Top of The data

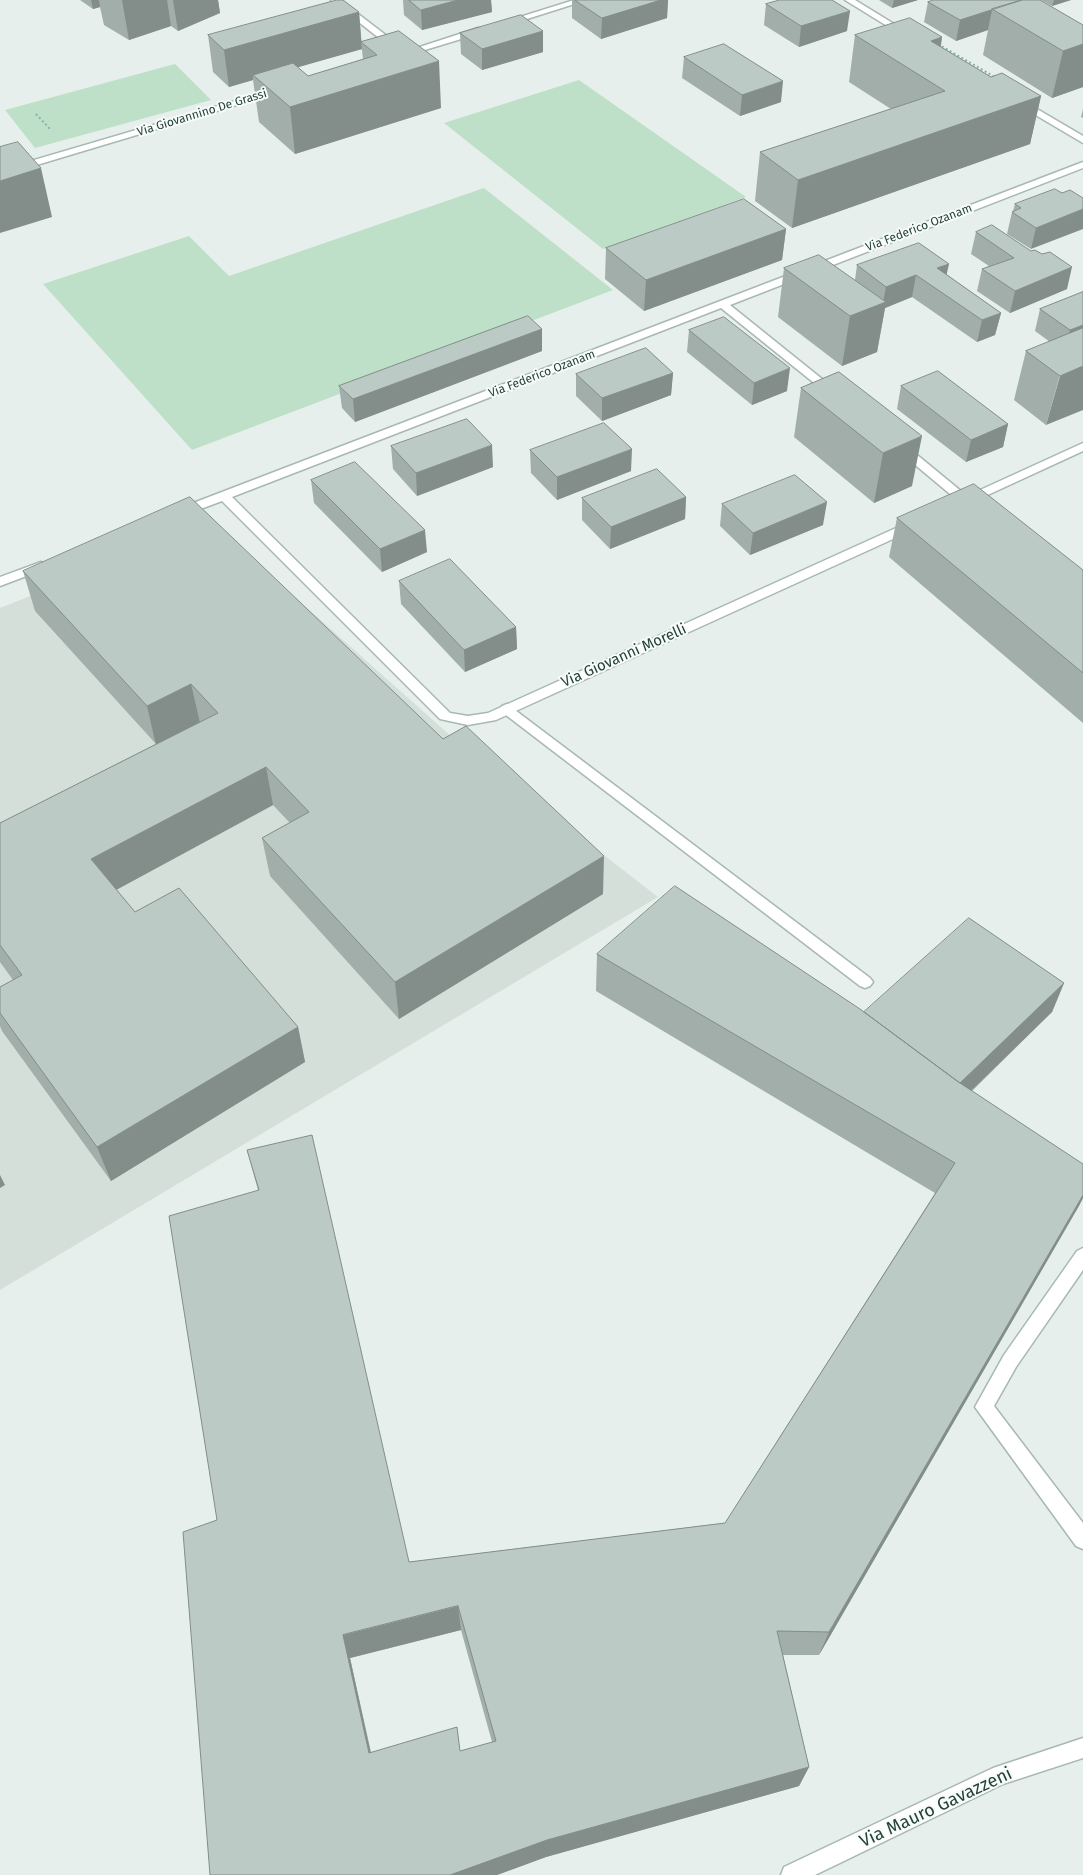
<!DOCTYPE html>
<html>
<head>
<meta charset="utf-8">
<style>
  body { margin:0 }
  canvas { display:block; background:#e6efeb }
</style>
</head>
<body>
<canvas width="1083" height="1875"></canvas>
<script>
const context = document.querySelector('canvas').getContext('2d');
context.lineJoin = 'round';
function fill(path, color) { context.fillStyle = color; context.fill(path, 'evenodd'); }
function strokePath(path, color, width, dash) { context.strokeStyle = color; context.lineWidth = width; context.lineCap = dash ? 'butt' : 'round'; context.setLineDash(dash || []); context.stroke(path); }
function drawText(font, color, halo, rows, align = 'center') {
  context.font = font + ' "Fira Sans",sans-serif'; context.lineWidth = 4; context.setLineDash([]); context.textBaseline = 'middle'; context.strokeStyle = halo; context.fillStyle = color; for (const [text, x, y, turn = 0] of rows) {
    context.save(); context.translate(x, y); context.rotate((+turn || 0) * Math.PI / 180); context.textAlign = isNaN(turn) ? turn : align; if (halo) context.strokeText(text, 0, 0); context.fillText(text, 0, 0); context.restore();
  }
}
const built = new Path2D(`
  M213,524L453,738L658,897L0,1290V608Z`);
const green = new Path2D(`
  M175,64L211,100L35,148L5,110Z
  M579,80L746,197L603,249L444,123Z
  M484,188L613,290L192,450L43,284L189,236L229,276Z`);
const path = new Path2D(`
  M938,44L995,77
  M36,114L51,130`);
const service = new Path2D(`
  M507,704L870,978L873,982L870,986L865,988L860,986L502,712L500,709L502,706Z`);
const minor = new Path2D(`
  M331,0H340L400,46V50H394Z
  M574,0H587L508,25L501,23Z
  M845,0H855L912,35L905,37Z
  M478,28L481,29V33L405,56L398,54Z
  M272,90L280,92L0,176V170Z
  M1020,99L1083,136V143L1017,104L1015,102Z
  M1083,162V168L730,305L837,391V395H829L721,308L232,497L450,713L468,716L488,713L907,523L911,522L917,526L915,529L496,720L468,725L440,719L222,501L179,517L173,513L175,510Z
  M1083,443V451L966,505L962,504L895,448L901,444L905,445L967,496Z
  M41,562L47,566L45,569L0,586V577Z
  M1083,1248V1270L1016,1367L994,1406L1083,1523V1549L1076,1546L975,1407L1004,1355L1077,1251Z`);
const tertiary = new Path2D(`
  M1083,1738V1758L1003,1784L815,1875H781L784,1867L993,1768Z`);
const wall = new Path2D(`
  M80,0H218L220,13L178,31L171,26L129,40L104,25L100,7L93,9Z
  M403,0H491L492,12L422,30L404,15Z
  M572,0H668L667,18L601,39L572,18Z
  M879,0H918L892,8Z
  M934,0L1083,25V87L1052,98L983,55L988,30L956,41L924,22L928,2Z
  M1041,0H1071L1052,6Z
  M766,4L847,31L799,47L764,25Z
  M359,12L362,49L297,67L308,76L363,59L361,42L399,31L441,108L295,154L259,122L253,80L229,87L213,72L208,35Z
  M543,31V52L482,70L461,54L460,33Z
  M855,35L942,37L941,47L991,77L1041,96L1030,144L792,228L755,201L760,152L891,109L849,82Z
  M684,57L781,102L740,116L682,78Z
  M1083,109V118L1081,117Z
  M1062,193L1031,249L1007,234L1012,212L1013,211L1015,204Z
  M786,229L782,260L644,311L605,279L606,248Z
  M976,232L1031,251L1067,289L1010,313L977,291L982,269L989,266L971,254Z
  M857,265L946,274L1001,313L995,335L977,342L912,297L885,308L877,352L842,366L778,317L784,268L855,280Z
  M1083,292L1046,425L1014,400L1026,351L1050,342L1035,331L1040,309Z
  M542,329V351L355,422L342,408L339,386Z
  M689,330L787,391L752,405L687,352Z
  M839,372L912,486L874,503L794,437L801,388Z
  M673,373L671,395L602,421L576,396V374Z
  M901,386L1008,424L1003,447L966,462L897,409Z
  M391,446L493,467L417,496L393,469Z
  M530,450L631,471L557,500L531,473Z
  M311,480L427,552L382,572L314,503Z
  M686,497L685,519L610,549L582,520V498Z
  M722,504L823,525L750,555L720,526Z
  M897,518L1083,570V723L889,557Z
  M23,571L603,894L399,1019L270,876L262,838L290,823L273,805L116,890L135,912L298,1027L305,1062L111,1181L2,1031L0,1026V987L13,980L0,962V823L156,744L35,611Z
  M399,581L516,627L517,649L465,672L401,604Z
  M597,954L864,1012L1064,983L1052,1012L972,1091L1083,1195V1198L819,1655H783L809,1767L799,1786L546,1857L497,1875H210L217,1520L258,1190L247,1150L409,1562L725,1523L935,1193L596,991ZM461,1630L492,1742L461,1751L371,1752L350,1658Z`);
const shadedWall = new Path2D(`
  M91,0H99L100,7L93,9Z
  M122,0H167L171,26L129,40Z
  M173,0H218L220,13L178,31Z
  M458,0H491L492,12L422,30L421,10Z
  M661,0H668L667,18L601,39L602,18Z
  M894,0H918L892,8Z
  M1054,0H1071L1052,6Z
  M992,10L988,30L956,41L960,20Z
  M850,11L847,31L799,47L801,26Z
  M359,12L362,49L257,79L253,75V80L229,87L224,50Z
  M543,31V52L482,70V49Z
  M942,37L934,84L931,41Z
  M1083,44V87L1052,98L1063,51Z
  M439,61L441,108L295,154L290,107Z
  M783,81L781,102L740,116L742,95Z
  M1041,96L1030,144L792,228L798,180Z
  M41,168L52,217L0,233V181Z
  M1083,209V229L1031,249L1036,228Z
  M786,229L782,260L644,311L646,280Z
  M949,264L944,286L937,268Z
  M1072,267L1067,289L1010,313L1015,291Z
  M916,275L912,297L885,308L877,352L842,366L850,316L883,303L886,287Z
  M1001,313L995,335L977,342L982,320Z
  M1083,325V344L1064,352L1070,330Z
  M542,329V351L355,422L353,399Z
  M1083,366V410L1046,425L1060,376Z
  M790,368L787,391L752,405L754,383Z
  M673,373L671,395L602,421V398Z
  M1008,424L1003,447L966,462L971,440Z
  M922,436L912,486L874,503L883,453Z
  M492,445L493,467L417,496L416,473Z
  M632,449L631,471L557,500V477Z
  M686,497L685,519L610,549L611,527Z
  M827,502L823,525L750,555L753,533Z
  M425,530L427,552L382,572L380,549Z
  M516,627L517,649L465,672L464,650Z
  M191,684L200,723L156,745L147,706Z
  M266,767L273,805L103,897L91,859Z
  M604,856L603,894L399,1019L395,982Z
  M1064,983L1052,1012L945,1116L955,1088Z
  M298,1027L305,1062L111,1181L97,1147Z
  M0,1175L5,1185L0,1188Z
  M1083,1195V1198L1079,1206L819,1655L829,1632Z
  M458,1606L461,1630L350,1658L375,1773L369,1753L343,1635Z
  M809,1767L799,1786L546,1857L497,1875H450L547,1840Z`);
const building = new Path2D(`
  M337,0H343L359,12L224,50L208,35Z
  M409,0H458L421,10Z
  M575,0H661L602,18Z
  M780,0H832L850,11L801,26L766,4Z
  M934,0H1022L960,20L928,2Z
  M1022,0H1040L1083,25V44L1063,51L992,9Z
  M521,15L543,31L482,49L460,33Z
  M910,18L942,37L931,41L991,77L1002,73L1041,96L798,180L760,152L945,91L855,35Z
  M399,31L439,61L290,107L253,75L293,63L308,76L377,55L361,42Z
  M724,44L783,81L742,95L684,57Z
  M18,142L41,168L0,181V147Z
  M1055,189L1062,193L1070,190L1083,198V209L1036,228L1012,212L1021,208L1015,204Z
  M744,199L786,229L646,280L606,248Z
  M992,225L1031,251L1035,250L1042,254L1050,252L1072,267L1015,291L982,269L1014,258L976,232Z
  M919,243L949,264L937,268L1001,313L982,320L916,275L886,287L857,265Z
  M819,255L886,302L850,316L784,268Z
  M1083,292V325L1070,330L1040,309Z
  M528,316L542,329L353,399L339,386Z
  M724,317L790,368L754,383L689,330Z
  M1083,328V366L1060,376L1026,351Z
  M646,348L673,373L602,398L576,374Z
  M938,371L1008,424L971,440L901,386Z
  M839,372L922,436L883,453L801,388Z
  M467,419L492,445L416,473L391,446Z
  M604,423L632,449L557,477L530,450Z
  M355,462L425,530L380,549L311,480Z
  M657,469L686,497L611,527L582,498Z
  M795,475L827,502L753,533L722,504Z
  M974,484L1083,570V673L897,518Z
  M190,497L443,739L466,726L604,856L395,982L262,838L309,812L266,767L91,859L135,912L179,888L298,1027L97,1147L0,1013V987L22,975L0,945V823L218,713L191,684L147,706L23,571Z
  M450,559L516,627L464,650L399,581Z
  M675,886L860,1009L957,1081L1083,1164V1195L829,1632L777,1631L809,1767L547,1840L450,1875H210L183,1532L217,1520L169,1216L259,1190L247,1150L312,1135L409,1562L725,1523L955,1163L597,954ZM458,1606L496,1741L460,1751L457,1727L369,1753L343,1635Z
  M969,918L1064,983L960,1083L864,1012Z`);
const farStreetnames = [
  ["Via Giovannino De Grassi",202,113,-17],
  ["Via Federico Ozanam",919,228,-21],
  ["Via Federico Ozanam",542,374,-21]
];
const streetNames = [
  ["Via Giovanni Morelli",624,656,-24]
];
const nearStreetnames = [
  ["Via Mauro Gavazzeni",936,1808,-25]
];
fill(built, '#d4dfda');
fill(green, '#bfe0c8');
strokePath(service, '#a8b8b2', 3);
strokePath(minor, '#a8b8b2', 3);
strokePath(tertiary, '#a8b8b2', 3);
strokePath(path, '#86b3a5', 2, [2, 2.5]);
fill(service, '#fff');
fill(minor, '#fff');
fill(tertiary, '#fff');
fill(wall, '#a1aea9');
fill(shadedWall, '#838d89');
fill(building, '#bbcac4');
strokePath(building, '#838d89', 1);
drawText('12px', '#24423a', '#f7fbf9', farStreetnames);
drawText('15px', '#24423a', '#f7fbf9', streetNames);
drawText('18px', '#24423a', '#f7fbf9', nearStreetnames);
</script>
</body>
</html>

Bottom of The data

**Task to carry out**
Your answer should consist of copies of the lines above that include the string "color".

**Response area**
function fill(path, color) { context.fillStyle = color; context.fill(path, 'evenodd'); }
function strokePath(path, color, width, dash) { context.strokeStyle = color; context.lineWidth = width; context.lineCap = dash ? 'butt' : 'round'; context.setLineDash(dash || []); context.stroke(path); }
function drawText(font, color, halo, rows, align = 'center') {
  context.font = font + ' "Fira Sans",sans-serif'; context.lineWidth = 4; context.setLineDash([]); context.textBaseline = 'middle'; context.strokeStyle = halo; context.fillStyle = color; for (const [text, x, y, turn = 0] of rows) {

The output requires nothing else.